Aim of the task - The first line of the listing opens the range and the line with "0 #a4b0ad) drop-shadow(-1px" closes it; repeat those lines and all between them word for word, leaving out the pictures.

Records supplied -
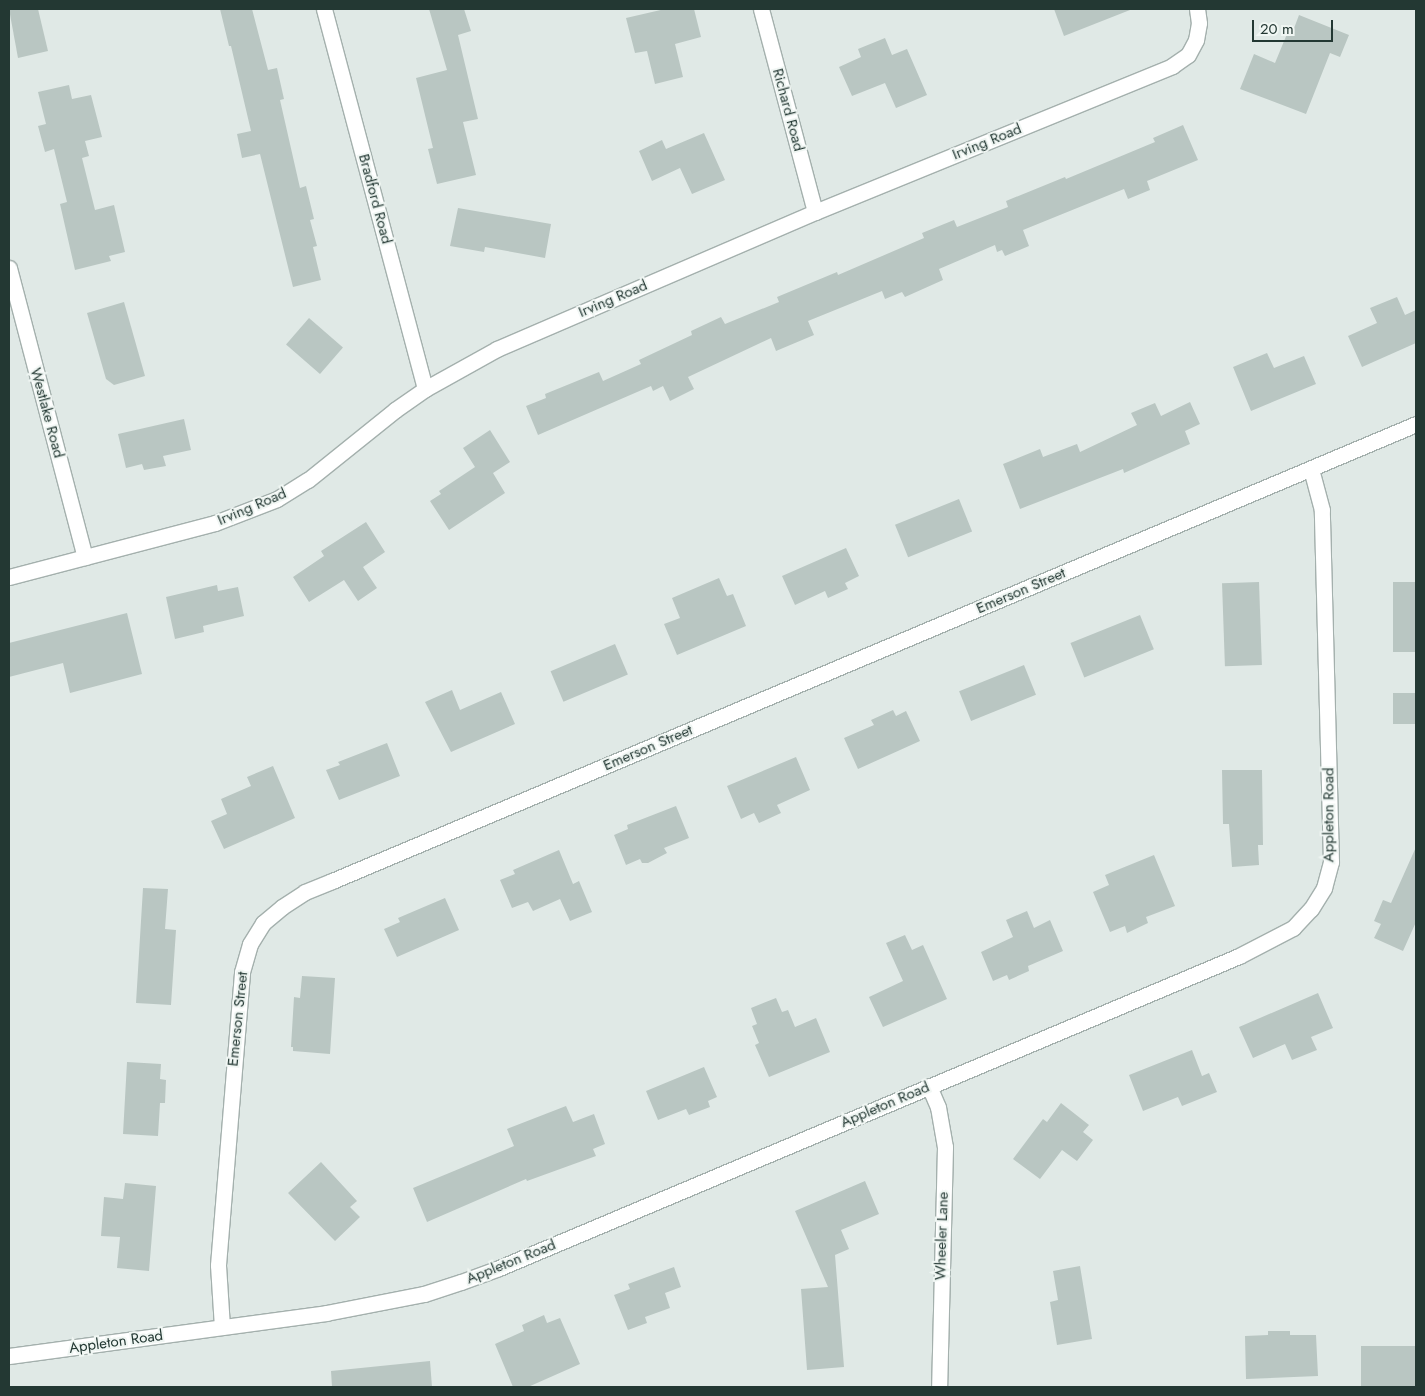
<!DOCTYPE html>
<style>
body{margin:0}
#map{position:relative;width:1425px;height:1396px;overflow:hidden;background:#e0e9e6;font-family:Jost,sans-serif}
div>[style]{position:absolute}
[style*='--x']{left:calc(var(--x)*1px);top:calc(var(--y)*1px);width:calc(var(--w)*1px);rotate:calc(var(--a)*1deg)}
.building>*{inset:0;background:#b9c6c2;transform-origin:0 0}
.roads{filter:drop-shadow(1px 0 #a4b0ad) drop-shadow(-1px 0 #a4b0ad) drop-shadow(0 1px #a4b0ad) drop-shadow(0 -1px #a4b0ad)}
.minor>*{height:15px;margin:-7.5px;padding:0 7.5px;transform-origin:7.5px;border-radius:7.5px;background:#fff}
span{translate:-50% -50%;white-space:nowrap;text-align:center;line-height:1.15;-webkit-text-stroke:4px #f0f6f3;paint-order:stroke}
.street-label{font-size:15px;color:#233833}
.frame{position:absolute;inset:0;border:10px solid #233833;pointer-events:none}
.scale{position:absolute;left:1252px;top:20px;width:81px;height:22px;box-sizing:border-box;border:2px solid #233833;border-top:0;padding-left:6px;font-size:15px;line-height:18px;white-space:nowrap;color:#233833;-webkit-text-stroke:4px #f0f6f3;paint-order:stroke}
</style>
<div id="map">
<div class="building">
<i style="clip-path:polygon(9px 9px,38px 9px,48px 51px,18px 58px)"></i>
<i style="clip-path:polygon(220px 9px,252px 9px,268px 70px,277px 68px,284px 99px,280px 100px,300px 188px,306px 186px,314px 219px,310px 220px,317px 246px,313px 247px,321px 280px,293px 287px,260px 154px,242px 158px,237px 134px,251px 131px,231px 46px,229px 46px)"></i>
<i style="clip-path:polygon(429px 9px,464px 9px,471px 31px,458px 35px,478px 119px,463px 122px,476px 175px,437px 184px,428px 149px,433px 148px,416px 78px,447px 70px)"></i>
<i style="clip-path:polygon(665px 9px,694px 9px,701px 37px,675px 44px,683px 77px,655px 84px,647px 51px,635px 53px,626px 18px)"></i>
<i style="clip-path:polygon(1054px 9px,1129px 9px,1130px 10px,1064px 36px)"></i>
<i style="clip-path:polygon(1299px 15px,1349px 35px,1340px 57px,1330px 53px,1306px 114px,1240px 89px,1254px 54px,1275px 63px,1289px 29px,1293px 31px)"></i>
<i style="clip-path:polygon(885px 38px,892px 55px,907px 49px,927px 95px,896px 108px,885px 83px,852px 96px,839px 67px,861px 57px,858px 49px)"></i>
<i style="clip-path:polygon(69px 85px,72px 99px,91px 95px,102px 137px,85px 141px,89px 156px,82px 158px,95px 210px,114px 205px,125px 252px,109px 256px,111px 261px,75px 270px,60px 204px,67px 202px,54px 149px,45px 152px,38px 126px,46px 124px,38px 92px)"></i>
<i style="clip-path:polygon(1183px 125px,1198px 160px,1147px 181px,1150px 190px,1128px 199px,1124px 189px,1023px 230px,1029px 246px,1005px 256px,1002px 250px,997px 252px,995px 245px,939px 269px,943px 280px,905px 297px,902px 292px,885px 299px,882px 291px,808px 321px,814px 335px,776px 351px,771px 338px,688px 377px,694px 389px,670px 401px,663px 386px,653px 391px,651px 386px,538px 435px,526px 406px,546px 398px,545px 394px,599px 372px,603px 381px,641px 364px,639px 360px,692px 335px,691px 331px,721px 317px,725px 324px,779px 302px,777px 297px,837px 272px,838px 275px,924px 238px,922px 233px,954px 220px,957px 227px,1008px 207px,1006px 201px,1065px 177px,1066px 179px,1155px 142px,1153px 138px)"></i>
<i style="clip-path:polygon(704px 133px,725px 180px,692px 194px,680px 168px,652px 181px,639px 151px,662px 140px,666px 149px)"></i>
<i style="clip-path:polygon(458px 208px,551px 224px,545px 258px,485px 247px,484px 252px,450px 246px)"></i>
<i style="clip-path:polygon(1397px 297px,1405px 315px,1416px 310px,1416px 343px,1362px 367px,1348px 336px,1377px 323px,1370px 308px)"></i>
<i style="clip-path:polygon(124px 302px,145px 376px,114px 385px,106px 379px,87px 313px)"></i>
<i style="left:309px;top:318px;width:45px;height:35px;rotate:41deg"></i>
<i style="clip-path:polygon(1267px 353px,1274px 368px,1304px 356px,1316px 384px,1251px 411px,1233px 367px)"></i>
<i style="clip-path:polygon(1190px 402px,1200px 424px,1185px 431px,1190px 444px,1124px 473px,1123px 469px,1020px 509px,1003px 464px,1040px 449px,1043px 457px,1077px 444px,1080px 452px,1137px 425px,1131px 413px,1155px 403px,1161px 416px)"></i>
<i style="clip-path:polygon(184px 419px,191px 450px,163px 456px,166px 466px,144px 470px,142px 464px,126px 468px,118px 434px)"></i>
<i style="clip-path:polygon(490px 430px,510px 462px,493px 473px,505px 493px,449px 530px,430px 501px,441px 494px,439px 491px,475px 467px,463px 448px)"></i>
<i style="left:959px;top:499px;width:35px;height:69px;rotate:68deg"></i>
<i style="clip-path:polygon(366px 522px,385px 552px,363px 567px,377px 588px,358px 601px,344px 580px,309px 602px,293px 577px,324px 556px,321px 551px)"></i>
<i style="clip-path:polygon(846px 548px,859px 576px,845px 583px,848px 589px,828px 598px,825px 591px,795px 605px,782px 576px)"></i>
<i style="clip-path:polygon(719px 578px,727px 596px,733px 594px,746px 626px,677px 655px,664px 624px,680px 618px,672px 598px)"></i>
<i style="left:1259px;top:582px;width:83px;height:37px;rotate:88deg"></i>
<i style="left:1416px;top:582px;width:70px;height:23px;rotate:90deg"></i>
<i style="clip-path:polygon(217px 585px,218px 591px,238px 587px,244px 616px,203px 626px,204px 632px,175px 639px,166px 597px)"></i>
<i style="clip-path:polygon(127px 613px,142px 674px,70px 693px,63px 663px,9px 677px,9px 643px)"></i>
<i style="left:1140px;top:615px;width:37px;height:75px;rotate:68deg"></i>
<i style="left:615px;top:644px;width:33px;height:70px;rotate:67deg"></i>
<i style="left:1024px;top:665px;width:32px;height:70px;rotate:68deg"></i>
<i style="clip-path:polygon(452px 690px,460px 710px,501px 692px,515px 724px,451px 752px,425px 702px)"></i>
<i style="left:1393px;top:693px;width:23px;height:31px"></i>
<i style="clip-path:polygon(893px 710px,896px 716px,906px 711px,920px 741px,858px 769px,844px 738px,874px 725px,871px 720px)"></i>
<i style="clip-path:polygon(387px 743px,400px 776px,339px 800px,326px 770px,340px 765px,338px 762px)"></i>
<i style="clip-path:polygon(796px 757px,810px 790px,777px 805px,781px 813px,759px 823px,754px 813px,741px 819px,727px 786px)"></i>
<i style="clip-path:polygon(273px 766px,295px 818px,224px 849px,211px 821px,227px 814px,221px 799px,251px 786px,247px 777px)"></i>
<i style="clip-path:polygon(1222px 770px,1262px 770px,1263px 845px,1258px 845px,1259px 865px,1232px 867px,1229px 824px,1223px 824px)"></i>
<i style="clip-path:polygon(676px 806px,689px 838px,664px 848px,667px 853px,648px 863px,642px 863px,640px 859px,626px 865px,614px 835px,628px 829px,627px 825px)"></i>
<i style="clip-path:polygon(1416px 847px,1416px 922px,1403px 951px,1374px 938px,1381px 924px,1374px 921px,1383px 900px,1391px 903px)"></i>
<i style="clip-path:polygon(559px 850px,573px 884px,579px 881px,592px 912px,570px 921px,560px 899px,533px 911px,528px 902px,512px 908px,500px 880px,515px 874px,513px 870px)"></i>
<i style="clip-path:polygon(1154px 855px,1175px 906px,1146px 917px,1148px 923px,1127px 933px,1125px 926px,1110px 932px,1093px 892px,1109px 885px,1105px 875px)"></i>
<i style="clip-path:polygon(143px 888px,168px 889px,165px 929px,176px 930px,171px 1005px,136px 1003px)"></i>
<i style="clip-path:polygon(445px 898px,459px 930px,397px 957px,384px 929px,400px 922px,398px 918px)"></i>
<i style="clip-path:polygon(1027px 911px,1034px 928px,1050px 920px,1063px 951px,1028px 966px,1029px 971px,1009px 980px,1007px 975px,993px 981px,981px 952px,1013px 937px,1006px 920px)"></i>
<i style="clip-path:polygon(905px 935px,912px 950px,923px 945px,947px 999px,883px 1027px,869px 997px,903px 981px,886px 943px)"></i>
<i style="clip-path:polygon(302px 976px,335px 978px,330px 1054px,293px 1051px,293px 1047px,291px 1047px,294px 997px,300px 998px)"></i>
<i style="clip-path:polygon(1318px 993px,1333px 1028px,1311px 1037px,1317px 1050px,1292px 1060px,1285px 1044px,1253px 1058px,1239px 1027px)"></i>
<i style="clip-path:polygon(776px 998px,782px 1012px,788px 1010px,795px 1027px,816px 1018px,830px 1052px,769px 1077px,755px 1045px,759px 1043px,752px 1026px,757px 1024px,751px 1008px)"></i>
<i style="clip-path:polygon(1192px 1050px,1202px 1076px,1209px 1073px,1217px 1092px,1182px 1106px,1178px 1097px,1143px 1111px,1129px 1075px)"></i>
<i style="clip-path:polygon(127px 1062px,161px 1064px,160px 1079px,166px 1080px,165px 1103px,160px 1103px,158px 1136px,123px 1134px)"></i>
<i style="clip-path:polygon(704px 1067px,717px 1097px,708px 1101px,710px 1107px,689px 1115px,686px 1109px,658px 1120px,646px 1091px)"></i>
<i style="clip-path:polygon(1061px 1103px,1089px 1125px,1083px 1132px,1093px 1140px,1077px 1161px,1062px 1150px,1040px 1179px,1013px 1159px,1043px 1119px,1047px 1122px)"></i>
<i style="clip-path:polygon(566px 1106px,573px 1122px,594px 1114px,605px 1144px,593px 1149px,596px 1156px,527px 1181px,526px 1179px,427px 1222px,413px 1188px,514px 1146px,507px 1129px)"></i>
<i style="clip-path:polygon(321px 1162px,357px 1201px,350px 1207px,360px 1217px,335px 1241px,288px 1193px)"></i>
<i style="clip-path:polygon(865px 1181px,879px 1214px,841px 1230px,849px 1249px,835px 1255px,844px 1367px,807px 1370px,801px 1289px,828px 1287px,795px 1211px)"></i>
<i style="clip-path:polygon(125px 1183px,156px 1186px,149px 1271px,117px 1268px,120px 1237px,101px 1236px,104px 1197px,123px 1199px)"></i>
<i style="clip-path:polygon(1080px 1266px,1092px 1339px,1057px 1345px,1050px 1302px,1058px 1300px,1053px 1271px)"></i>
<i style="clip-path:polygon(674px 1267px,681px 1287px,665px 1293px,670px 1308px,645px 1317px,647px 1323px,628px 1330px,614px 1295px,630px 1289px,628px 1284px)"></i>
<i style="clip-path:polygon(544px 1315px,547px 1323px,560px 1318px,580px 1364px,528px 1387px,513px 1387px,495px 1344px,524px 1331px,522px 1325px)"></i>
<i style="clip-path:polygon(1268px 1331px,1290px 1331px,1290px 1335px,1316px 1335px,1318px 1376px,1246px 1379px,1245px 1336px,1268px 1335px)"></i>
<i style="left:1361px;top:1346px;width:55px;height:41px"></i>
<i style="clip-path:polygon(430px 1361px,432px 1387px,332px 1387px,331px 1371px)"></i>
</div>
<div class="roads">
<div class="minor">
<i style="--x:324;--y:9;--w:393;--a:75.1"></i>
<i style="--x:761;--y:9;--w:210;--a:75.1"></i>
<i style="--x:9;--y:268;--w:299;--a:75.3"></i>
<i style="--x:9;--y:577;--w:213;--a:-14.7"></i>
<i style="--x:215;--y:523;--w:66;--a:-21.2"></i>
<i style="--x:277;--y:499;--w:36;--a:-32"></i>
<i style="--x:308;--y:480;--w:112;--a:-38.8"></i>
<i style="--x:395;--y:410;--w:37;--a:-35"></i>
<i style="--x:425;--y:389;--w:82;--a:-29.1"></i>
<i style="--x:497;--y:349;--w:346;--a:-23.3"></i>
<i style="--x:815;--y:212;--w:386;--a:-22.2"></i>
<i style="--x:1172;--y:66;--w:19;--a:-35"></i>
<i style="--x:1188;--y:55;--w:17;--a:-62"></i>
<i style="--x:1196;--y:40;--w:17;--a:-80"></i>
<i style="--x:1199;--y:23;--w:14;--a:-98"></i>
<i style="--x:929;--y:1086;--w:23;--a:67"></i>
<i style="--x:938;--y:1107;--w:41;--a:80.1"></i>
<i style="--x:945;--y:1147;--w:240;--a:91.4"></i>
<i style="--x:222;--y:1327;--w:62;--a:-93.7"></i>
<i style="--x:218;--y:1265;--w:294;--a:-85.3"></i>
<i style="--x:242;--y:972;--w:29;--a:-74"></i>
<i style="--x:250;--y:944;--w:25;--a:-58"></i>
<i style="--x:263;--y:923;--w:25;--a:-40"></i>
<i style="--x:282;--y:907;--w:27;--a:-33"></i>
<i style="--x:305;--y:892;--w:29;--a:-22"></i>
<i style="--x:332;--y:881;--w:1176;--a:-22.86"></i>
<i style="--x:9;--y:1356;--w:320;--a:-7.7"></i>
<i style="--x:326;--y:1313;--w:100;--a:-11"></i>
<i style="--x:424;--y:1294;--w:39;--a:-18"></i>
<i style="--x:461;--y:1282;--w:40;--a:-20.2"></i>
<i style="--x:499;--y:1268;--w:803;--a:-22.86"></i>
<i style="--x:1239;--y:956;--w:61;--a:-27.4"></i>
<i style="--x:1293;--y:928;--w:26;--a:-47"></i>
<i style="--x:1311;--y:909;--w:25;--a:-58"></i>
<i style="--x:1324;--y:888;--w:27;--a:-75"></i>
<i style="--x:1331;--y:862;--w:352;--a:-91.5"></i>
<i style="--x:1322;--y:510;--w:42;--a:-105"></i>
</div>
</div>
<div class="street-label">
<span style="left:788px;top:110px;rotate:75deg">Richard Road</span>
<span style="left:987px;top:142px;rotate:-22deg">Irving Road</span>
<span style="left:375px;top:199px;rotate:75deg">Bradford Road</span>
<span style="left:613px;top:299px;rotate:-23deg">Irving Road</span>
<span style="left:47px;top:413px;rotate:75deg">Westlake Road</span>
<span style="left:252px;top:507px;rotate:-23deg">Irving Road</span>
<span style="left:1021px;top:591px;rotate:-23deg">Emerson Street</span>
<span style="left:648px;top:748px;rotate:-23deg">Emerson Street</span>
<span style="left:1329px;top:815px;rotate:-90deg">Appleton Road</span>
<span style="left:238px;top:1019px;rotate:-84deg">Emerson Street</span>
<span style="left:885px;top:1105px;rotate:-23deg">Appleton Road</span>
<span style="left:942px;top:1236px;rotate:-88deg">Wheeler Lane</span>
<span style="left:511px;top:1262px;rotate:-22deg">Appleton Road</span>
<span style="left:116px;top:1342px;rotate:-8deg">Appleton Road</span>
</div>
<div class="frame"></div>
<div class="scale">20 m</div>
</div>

Answer to the exercise -
<!DOCTYPE html>
<style>
body{margin:0}
#map{position:relative;width:1425px;height:1396px;overflow:hidden;background:#e0e9e6;font-family:Jost,sans-serif}
div>[style]{position:absolute}
[style*='--x']{left:calc(var(--x)*1px);top:calc(var(--y)*1px);width:calc(var(--w)*1px);rotate:calc(var(--a)*1deg)}
.building>*{inset:0;background:#b9c6c2;transform-origin:0 0}
.roads{filter:drop-shadow(1px 0 #a4b0ad) drop-shadow(-1px 0 #a4b0ad) drop-shadow(0 1px #a4b0ad) drop-shadow(0 -1px #a4b0ad)}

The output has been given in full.